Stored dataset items
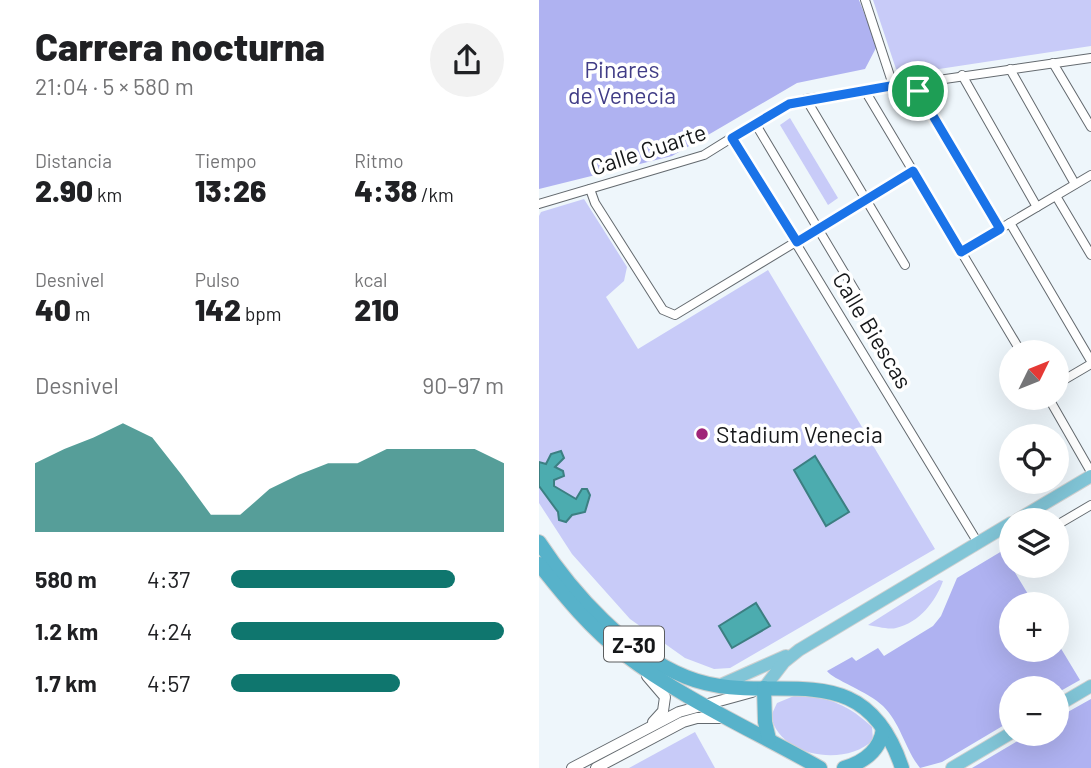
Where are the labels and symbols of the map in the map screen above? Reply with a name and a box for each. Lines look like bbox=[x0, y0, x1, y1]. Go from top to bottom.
park label: Pinares de Venecia bbox=[568, 55, 676, 109]
pin bbox=[888, 61, 948, 121]
street label: Calle Cuarte bbox=[587, 117, 709, 181]
street label: Calle Biescas bbox=[827, 267, 919, 393]
north arrow bbox=[999, 340, 1069, 410]
place label: Stadium Venecia bbox=[716, 420, 883, 448]
marker: Stadium Venecia bbox=[694, 426, 710, 442]
road number: Z-30 bbox=[604, 626, 664, 662]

**Try it**
Extract all the data above exactly, excluding every picture.

**Exercise output**
Where are the labels and symbols of the map in the map screen above? Reply with a name and a box for each. Lines look like bbox=[x0, y0, x1, y1]. Go from top to bottom.
park label: Pinares de Venecia bbox=[568, 55, 676, 109]
pin bbox=[888, 61, 948, 121]
street label: Calle Cuarte bbox=[587, 117, 709, 181]
street label: Calle Biescas bbox=[827, 267, 919, 393]
north arrow bbox=[999, 340, 1069, 410]
place label: Stadium Venecia bbox=[716, 420, 883, 448]
marker: Stadium Venecia bbox=[694, 426, 710, 442]
road number: Z-30 bbox=[604, 626, 664, 662]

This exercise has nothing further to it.